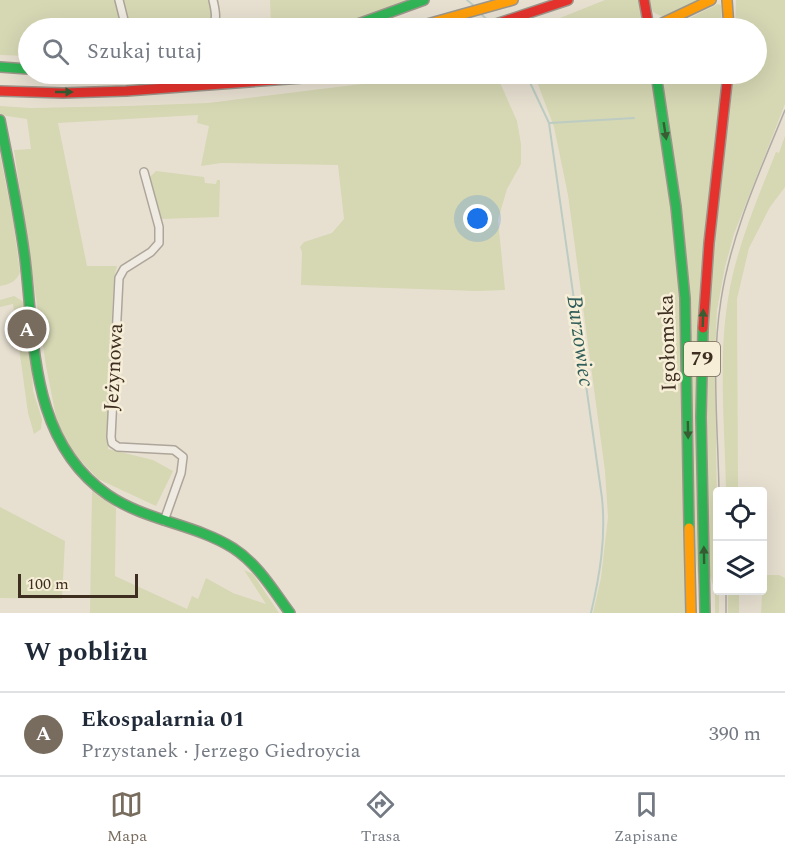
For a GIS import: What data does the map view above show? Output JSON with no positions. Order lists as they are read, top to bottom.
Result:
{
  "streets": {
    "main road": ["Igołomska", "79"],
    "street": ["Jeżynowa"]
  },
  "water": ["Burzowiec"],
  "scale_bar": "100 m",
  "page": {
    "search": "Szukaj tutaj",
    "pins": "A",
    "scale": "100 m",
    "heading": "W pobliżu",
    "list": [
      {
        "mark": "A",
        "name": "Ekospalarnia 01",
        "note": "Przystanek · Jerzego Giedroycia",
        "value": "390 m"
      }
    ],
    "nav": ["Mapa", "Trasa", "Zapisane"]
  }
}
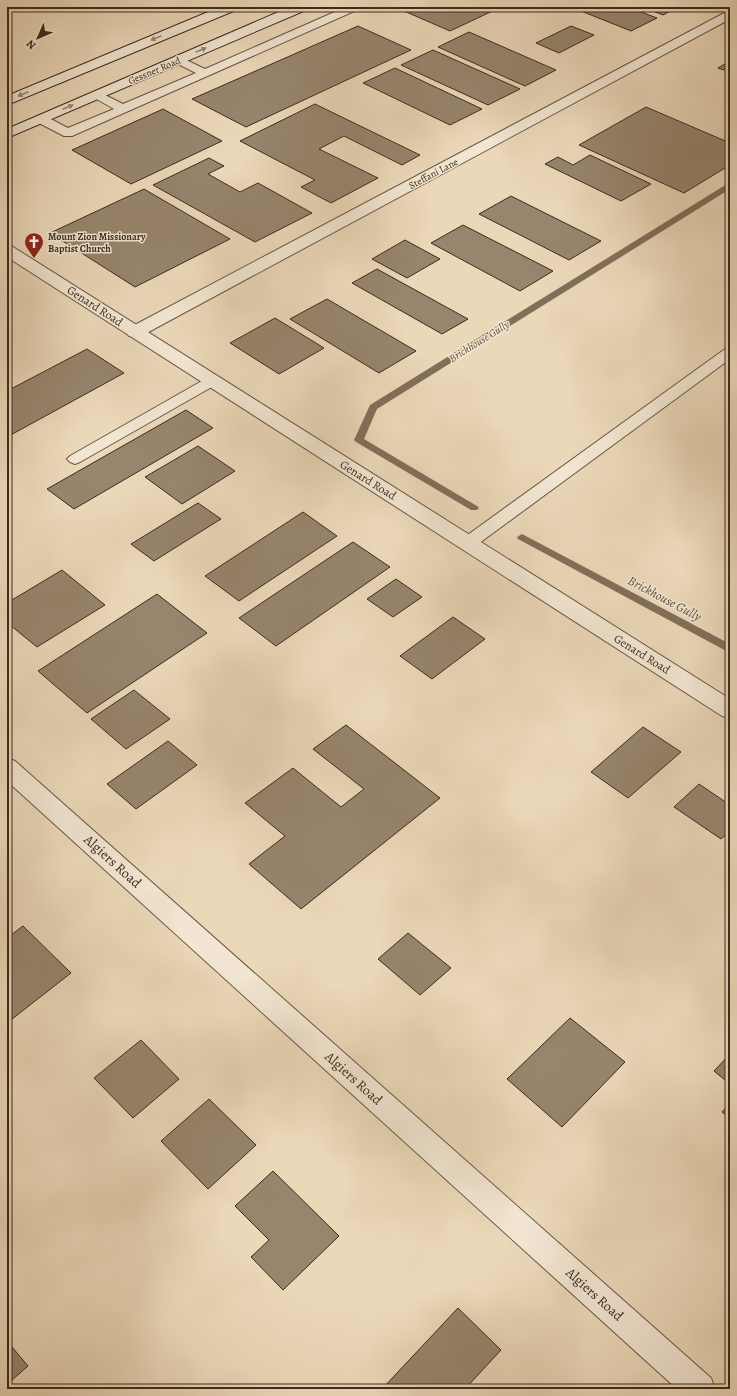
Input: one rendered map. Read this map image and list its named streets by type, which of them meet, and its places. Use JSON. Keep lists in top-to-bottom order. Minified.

--

▶ Problem requirements
Report every line above that has the string "JSON" in it.

▶ Response to this exercise
For a GIS import: What data does the map view above show? Output JSON with no positions. Order lists as they are read, top to bottom.
Input: one rendered map. Read this map image and list its named streets by type, which of them meet, and its places. Use JSON. Keep lists in top-to-bottom order. Minified.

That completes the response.